JQuery Mobile Framework Announced - crescendo
http://jquerymobile.com/2010/08/announcing-the-jquery-mobile-project/

======
jeresig
To preempt a few questions that are bound to pop up:

What about jQTouch? While jQTouch is a great framework and we're proud to have
it as part of the jQuery community - we really wanted a mobile framework to
exist that would truly support all the mobile platforms out there. We chatted
with the jQTouch team and there wasn't really any interest on their end to
head in that direction. It's obviously going to be a ton of work - but that's
something that the jQuery project is very interested in tackling.

Is this a response to Sencha Touch? We've actually been working on jQuery
mobile for a while now - long before Sencha Touch was released/announced.
We're not particularly concerned with Sencha Touch mostly for the same reason
that we're building an alternative to jQTouch: We want to support more
platforms and do it in a completely seamless way.

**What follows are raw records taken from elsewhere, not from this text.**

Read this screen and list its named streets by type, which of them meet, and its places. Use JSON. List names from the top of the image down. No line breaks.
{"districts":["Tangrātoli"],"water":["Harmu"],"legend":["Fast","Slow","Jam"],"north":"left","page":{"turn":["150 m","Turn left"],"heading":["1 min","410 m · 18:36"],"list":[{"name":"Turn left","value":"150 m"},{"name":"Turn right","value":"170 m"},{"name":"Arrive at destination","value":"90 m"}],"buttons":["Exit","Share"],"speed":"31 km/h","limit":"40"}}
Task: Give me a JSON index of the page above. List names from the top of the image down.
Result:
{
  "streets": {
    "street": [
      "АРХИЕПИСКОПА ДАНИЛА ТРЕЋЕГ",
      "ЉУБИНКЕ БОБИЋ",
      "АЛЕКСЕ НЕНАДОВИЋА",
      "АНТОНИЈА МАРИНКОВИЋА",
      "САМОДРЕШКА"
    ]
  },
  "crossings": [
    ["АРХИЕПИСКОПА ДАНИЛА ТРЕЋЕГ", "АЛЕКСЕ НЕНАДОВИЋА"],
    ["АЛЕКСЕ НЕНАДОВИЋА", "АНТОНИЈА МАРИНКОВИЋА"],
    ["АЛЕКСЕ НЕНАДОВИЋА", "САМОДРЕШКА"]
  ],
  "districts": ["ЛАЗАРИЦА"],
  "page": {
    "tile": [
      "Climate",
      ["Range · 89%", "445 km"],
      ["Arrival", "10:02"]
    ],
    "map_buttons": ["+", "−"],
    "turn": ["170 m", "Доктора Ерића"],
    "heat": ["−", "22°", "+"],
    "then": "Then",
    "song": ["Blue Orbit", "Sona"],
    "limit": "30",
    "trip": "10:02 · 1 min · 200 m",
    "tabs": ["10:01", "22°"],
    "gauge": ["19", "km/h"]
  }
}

What data did you use to choose the browsers that you did? We've been talking
with a number of mobile analytics firms and large corporations, gathering
data, and will be releasing a bunch of the reliable numbers that we've
collected on the jQuery mobile blog. Right now we're confident in the browsers
and versions that we've chosen - although that'll likely change over the next
couple months as the market shifts.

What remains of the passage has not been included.